** Dataset entries **
= = = = = = =
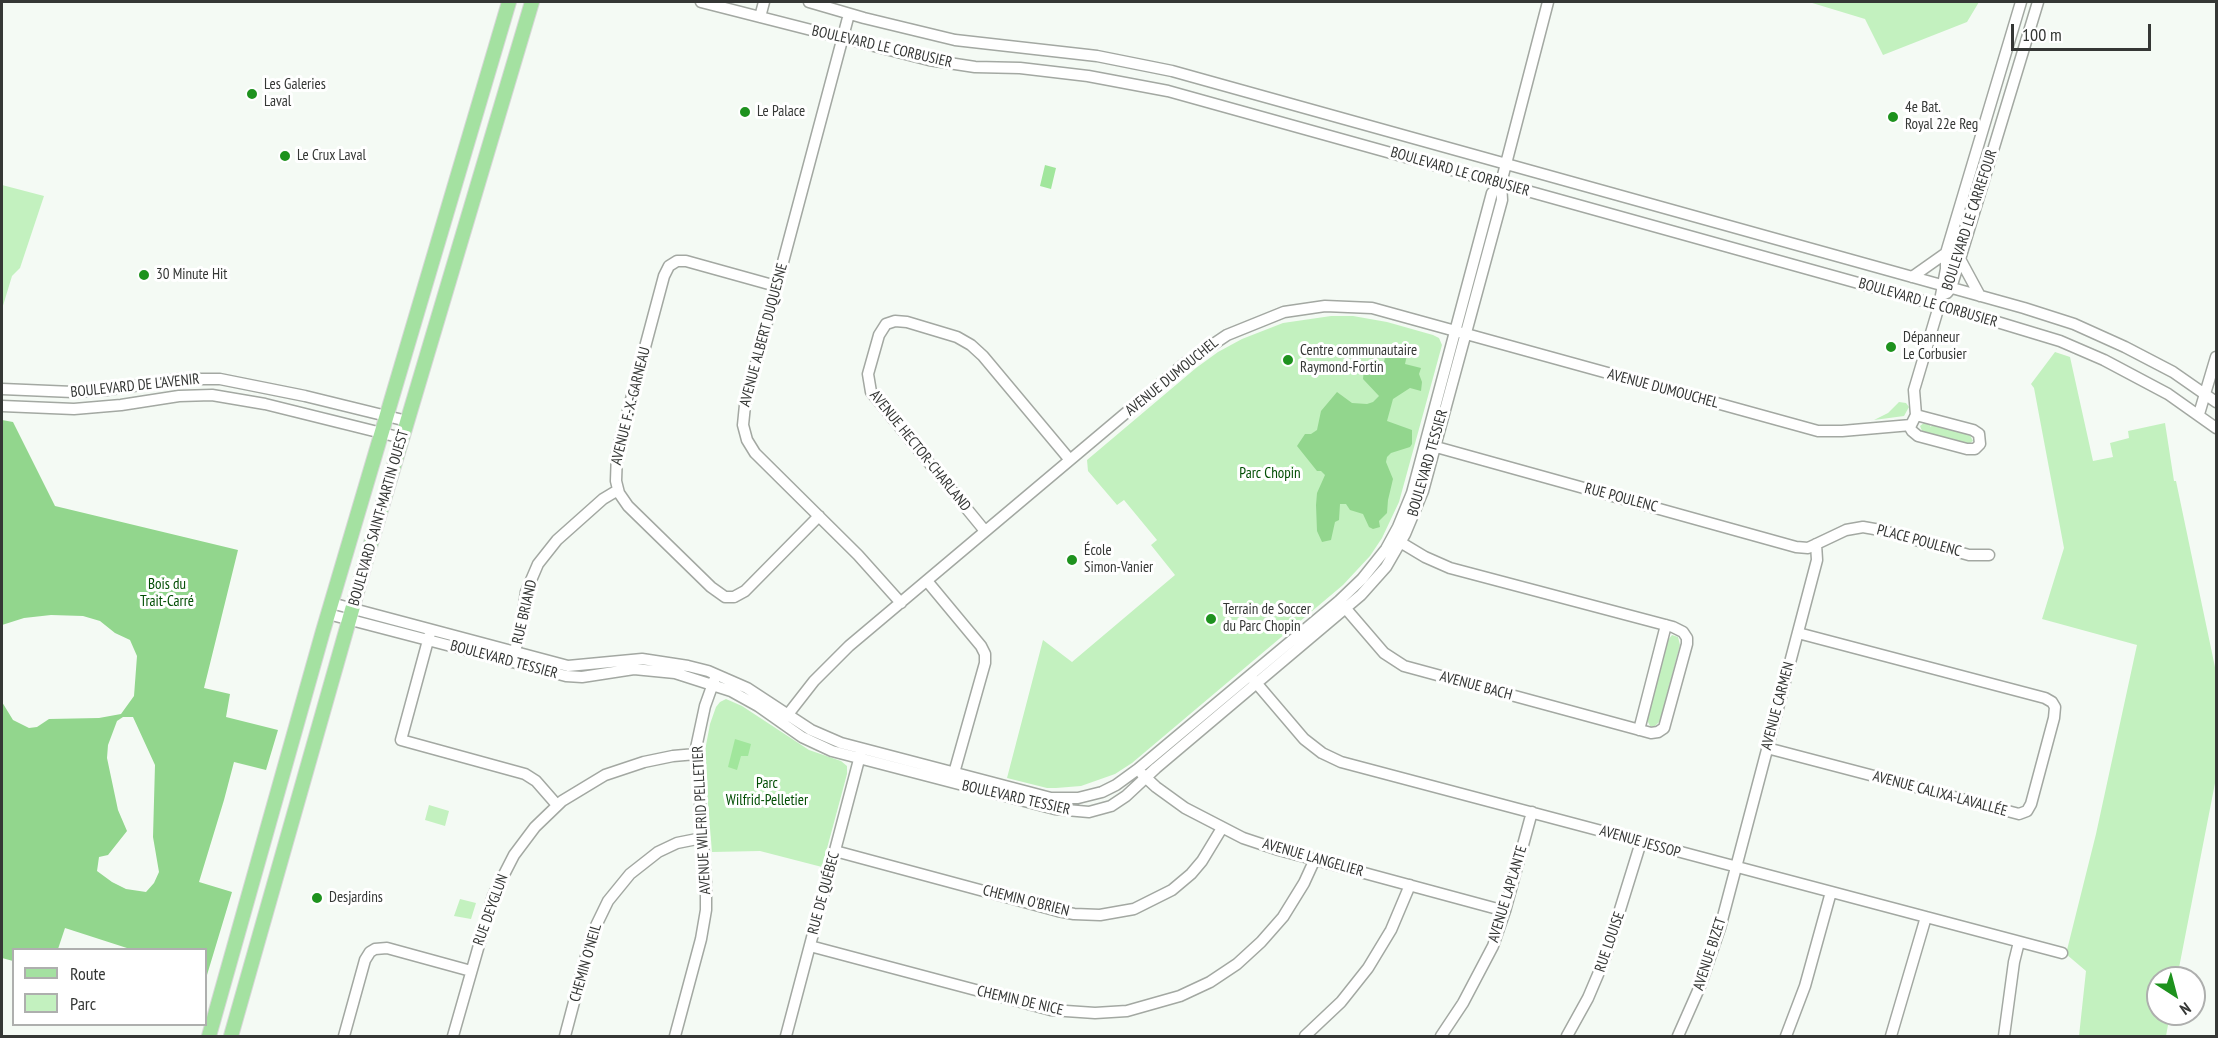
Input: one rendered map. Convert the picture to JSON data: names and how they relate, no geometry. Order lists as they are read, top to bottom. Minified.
{"streets":{"main road":["BOULEVARD SAINT-MARTIN OUEST"],"street":["BOULEVARD LE CORBUSIER","BOULEVARD LE CARREFOUR","AVENUE ALBERT DUQUESNE","AVENUE DUMOUCHEL","BOULEVARD DE L'AVENIR","AVENUE F.-X.-GARNEAU","AVENUE HECTOR-CHARLAND","BOULEVARD TESSIER","RUE POULENC","PLACE POULENC","RUE BRIAND","AVENUE BACH","AVENUE CARMEN","AVENUE CALIXA-LAVALLÉE","AVENUE WILFRID PELLETIER","AVENUE JESSOP","AVENUE LANGELIER","RUE DE QUÉBEC","AVENUE LAPLANTE","CHEMIN O'BRIEN","RUE DEYGLUN","RUE LOUISE","AVENUE BIZET","CHEMIN O'NEIL","CHEMIN DE NICE"]},"crossings":[["BOULEVARD LE CORBUSIER","BOULEVARD LE CARREFOUR"],["BOULEVARD LE CORBUSIER","AVENUE ALBERT DUQUESNE"],["BOULEVARD LE CORBUSIER","BOULEVARD TESSIER"],["AVENUE ALBERT DUQUESNE","AVENUE DUMOUCHEL"],["AVENUE ALBERT DUQUESNE","AVENUE F.-X.-GARNEAU"],["AVENUE DUMOUCHEL","AVENUE HECTOR-CHARLAND"],["AVENUE DUMOUCHEL","BOULEVARD TESSIER"],["BOULEVARD DE L'AVENIR","BOULEVARD SAINT-MARTIN OUEST"],["AVENUE F.-X.-GARNEAU","RUE BRIAND"],["BOULEVARD TESSIER","RUE POULENC"],["BOULEVARD TESSIER","BOULEVARD SAINT-MARTIN OUEST"],["BOULEVARD TESSIER","RUE BRIAND"],["BOULEVARD TESSIER","AVENUE BACH"],["BOULEVARD TESSIER","AVENUE WILFRID PELLETIER"],["BOULEVARD TESSIER","AVENUE JESSOP"],["BOULEVARD TESSIER","AVENUE LANGELIER"],["BOULEVARD TESSIER","RUE DE QUÉBEC"],["RUE POULENC","PLACE POULENC"],["RUE POULENC","AVENUE CARMEN"],["PLACE POULENC","AVENUE CARMEN"],["AVENUE CARMEN","AVENUE CALIXA-LAVALLÉE"],["AVENUE CARMEN","AVENUE JESSOP"],["AVENUE CARMEN","AVENUE BIZET"],["AVENUE WILFRID PELLETIER","RUE DEYGLUN"],["AVENUE WILFRID PELLETIER","CHEMIN O'NEIL"],["AVENUE JESSOP","AVENUE LAPLANTE"],["AVENUE JESSOP","RUE LOUISE"],["AVENUE JESSOP","AVENUE BIZET"],["AVENUE LANGELIER","AVENUE LAPLANTE"],["AVENUE LANGELIER","CHEMIN O'BRIEN"],["AVENUE LANGELIER","CHEMIN DE NICE"],["RUE DE QUÉBEC","CHEMIN O'BRIEN"],["RUE DE QUÉBEC","CHEMIN DE NICE"]],"parks":["Parc Chopin","Bois du Trait-Carré","Parc Wilfrid-Pelletier"],"places":["Les Galeries Laval","Le Palace","4e Bat. Royal 22e Reg","Le Crux Laval","30 Minute Hit","Dépanneur Le Corbusier","Centre communautaire Raymond-Fortin","École Simon-Vanier","Terrain de Soccer du Parc Chopin","Desjardins"],"legend":["Route","Parc"],"scale_bar":"100 m","north":"bottom right"}
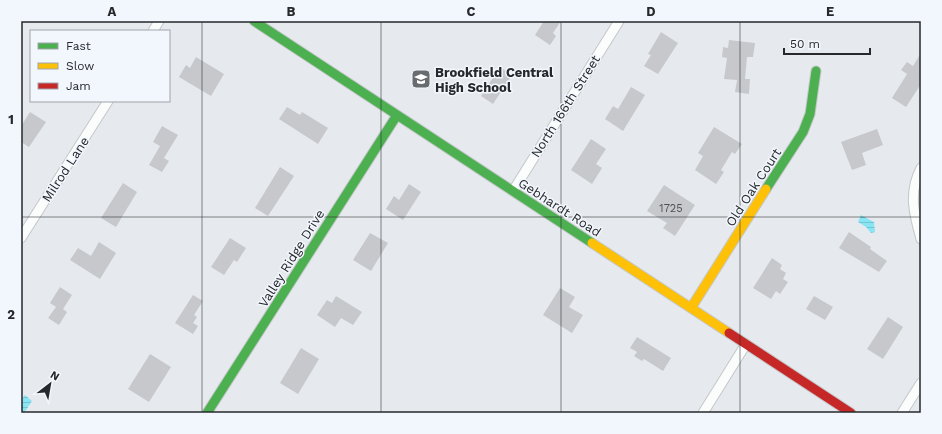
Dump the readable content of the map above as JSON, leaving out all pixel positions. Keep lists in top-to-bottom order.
{
  "streets": {
    "street": [
      "North 166th Street",
      "Milrod Lane",
      "Old Oak Court",
      "Gebhardt Road",
      "Valley Ridge Drive"
    ]
  },
  "crossings": [
    ["North 166th Street", "Gebhardt Road"],
    ["Old Oak Court", "Gebhardt Road"],
    ["Gebhardt Road", "Valley Ridge Drive"]
  ],
  "places": {
    "school or university": ["Brookfield Central High School"]
  },
  "house_numbers": ["1725"],
  "legend": ["Fast", "Slow", "Jam"],
  "scale_bar": "50 m",
  "north": "top right",
  "grid": {
    "columns": [
      "A",
      "B",
      "C",
      "D",
      "E"
    ],
    "rows": ["1", "2"]
  }
}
= = = = = = =
** Task objective **
All entries must be output unchanged, with every picture omitted.

** Solution **
Input: one rendered map. Convert the picture to JSON data: names and how they relate, no geometry. Order lists as they are read, top to bottom. Minified.
{"streets":{"main road":["BOULEVARD SAINT-MARTIN OUEST"],"street":["BOULEVARD LE CORBUSIER","BOULEVARD LE CARREFOUR","AVENUE ALBERT DUQUESNE","AVENUE DUMOUCHEL","BOULEVARD DE L'AVENIR","AVENUE F.-X.-GARNEAU","AVENUE HECTOR-CHARLAND","BOULEVARD TESSIER","RUE POULENC","PLACE POULENC","RUE BRIAND","AVENUE BACH","AVENUE CARMEN","AVENUE CALIXA-LAVALLÉE","AVENUE WILFRID PELLETIER","AVENUE JESSOP","AVENUE LANGELIER","RUE DE QUÉBEC","AVENUE LAPLANTE","CHEMIN O'BRIEN","RUE DEYGLUN","RUE LOUISE","AVENUE BIZET","CHEMIN O'NEIL","CHEMIN DE NICE"]},"crossings":[["BOULEVARD LE CORBUSIER","BOULEVARD LE CARREFOUR"],["BOULEVARD LE CORBUSIER","AVENUE ALBERT DUQUESNE"],["BOULEVARD LE CORBUSIER","BOULEVARD TESSIER"],["AVENUE ALBERT DUQUESNE","AVENUE DUMOUCHEL"],["AVENUE ALBERT DUQUESNE","AVENUE F.-X.-GARNEAU"],["AVENUE DUMOUCHEL","AVENUE HECTOR-CHARLAND"],["AVENUE DUMOUCHEL","BOULEVARD TESSIER"],["BOULEVARD DE L'AVENIR","BOULEVARD SAINT-MARTIN OUEST"],["AVENUE F.-X.-GARNEAU","RUE BRIAND"],["BOULEVARD TESSIER","RUE POULENC"],["BOULEVARD TESSIER","BOULEVARD SAINT-MARTIN OUEST"],["BOULEVARD TESSIER","RUE BRIAND"],["BOULEVARD TESSIER","AVENUE BACH"],["BOULEVARD TESSIER","AVENUE WILFRID PELLETIER"],["BOULEVARD TESSIER","AVENUE JESSOP"],["BOULEVARD TESSIER","AVENUE LANGELIER"],["BOULEVARD TESSIER","RUE DE QUÉBEC"],["RUE POULENC","PLACE POULENC"],["RUE POULENC","AVENUE CARMEN"],["PLACE POULENC","AVENUE CARMEN"],["AVENUE CARMEN","AVENUE CALIXA-LAVALLÉE"],["AVENUE CARMEN","AVENUE JESSOP"],["AVENUE CARMEN","AVENUE BIZET"],["AVENUE WILFRID PELLETIER","RUE DEYGLUN"],["AVENUE WILFRID PELLETIER","CHEMIN O'NEIL"],["AVENUE JESSOP","AVENUE LAPLANTE"],["AVENUE JESSOP","RUE LOUISE"],["AVENUE JESSOP","AVENUE BIZET"],["AVENUE LANGELIER","AVENUE LAPLANTE"],["AVENUE LANGELIER","CHEMIN O'BRIEN"],["AVENUE LANGELIER","CHEMIN DE NICE"],["RUE DE QUÉBEC","CHEMIN O'BRIEN"],["RUE DE QUÉBEC","CHEMIN DE NICE"]],"parks":["Parc Chopin","Bois du Trait-Carré","Parc Wilfrid-Pelletier"],"places":["Les Galeries Laval","Le Palace","4e Bat. Royal 22e Reg","Le Crux Laval","30 Minute Hit","Dépanneur Le Corbusier","Centre communautaire Raymond-Fortin","École Simon-Vanier","Terrain de Soccer du Parc Chopin","Desjardins"],"legend":["Route","Parc"],"scale_bar":"100 m","north":"bottom right"}
Dump the readable content of the map above as JSON, leaving out all pixel positions. Keep lists in top-to-bottom order.
{
  "streets": {
    "street": [
      "North 166th Street",
      "Milrod Lane",
      "Old Oak Court",
      "Gebhardt Road",
      "Valley Ridge Drive"
    ]
  },
  "crossings": [
    ["North 166th Street", "Gebhardt Road"],
    ["Old Oak Court", "Gebhardt Road"],
    ["Gebhardt Road", "Valley Ridge Drive"]
  ],
  "places": {
    "school or university": ["Brookfield Central High School"]
  },
  "house_numbers": ["1725"],
  "legend": ["Fast", "Slow", "Jam"],
  "scale_bar": "50 m",
  "north": "top right",
  "grid": {
    "columns": [
      "A",
      "B",
      "C",
      "D",
      "E"
    ],
    "rows": ["1", "2"]
  }
}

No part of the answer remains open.